Thursday, June 12, 2008

Innovation Metrics

Very interesting blog on the principle of measuring innovation. We typically associate innovation as a highly creative, on the fly dynamic process that invokes the notion of a person with a light bulb going off in their heads, because they have just come across a major epiphany. The reality of course, is that it can take years of hard persistent work to reach a point where such an epiphany bears fruition. Read any history text or biography of historical geniuses such as Einstein, Edison, etc., and you will see this pattern throughout.
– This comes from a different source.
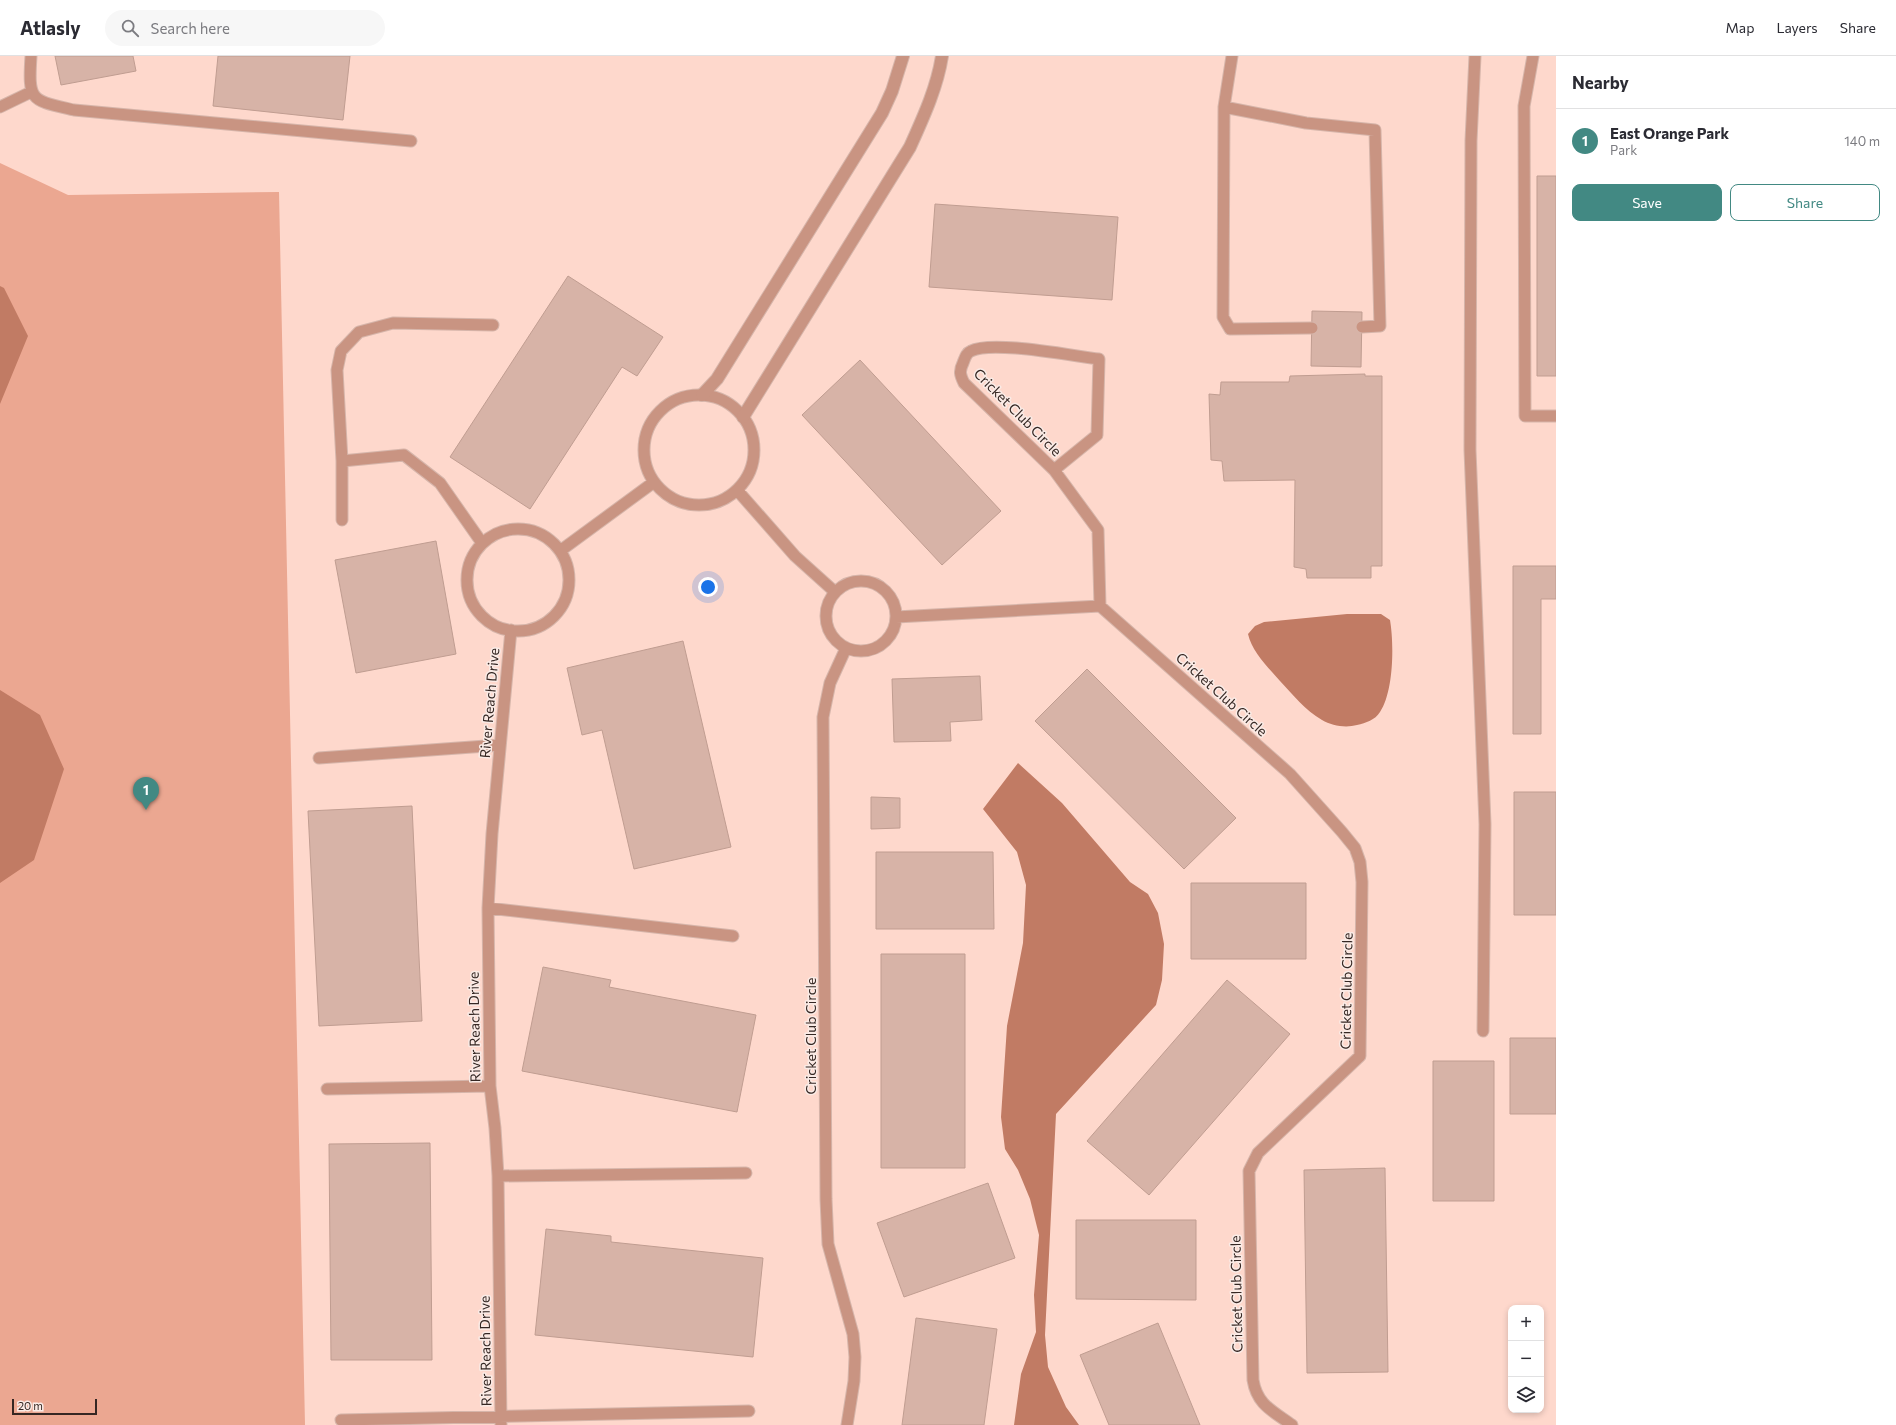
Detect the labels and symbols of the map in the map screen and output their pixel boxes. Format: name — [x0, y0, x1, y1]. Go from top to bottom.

Much in the same way, the author of the blog positions the notion that companies need to apply this kind of historical archiving of innovative ideas, so that some kind of rigorous, quantitative metric could be applied to measure both the predictive likelihood of the ideas potential, tools and processes to apply to the idea so as to be realized, and quantitative measures to gauge its progress. Its a basic Input/Output model:

Input metrics

  • Number of ideas generated
  • Resources allocated to innovation - people and budget

Process Metrics

  • Average time from idea approval to implementation
  • Number of ideas approved and number implemented
  • Stage-gate pass rates
  • Value of the innovation pipeline

Output metrics

  • Number of new products or services launched
  • Revenue from new products or services
  • ROI on innovation spend
  • Market Perception
  • Number of new customers
And of course, this has strong ties to project and product release and management cycles, as each of those ideas would typically be launched through a project/product development life cycle. In fact, that input, process and output technique is the very same technique advocated by PMI's PMBOK in it's Input, Tools & Techniques, and Output model for managing projects.

Some may argue that applying such rigor to innovation may stifle the creativity needed to generate such innovative ideas, but that is to misunderstand the purpose of these metrics, for as the blog states, "By choosing and applying a small number of metrics appropriate for your business you can add innovation to your balanced scorecard and give it the high level attention that it needs if you are to succeed".